Sea Haze vs Tranquil Dawn
Sea Haze is a Benjamin Moore color while Tranquil Dawn comes from Dulux. Hue-wise, Sea Haze belongs to the grey family and Tranquil Dawn to the green-grey family. At LRV 55 vs 45, Tranquil Dawn will read as the brighter of the two — a 10-point gap that matters most in north-facing or low-light rooms. The tonal difference — Sea Haze's yellow character against Tranquil Dawn's neutral — becomes most visible against white trim or in morning light. At ΔE 5.0, the difference is perceptible but not dramatic — the two can work harmoniously in the same space. Below you'll find 3 real-room photo comparisons where both colors appear side by side, plus 5 simulated room previews.
Sea Haze vs Tranquil Dawn in Real Spaces
3 real rooms side by side. Sea Haze and Tranquil Dawn are close enough that the difference can be hard to judge from a chip alone — these photos show how each reads at scale, across different spaces and lighting conditions.
Living Room
Living rooms test a color across a full range of conditions — morning sun, afternoon shade, and evening lamp light all shift how both of these read. Tranquil Dawn returns significantly more light to the room — in a smaller or darker space, that difference in perceived brightness is hard to miss.
Bedroom
Bedroom walls are often seen under warm artificial light, a context that shifts both colors from how they look on a chip. The LRV gap is large enough that Tranquil Dawn will make the room feel meaningfully brighter than Sea Haze would.
Bathroom
Bathrooms amplify color — the enclosed space and reflective surfaces make what reads subtle elsewhere feel more present here. The LRV gap is large enough that Tranquil Dawn will make the room feel meaningfully brighter than Sea Haze would.
Color Details
Sea Haze vs Tranquil Dawn Simulated Comparison
5 simulated room previews — drag the slider on each to see Sea Haze on one side and Tranquil Dawn on the other.
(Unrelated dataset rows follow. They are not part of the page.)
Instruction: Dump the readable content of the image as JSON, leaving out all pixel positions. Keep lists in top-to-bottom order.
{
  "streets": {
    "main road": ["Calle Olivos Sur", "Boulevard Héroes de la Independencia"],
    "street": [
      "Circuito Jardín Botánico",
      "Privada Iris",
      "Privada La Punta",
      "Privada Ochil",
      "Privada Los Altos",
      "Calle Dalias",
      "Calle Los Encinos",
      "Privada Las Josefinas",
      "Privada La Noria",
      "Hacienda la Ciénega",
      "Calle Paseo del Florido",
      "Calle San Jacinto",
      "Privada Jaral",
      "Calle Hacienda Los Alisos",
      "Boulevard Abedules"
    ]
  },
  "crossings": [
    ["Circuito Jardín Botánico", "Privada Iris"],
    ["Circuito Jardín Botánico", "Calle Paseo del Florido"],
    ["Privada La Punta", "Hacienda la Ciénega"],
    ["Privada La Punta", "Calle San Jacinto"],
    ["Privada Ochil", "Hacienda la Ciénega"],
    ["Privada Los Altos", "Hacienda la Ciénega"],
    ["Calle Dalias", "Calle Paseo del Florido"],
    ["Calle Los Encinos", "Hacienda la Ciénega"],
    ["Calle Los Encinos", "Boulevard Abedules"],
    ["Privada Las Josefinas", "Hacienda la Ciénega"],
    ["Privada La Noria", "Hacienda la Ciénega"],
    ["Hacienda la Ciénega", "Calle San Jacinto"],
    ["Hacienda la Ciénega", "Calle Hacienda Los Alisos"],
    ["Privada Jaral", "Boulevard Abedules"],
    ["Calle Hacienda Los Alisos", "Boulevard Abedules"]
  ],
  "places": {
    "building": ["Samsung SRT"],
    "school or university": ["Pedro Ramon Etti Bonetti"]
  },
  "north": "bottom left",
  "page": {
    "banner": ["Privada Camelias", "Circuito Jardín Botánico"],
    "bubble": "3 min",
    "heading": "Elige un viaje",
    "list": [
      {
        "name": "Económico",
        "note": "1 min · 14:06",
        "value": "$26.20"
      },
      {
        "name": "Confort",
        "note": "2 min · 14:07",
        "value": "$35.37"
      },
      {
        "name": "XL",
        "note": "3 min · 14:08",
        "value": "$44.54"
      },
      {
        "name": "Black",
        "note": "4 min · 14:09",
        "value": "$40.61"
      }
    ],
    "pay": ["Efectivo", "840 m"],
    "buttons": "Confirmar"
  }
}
Digital color is approximate. These simulations are generated from the manufacturer's hex values and overlaid on grayscale room photos — your screen's calibration, brightness, and viewing angle all affect how they render. Before committing to either color, test physical samples in your own space under the light you actually live with.
More Sea Haze comparisons
See how Sea Haze stacks up against other well-photographed colors across different brands and tones.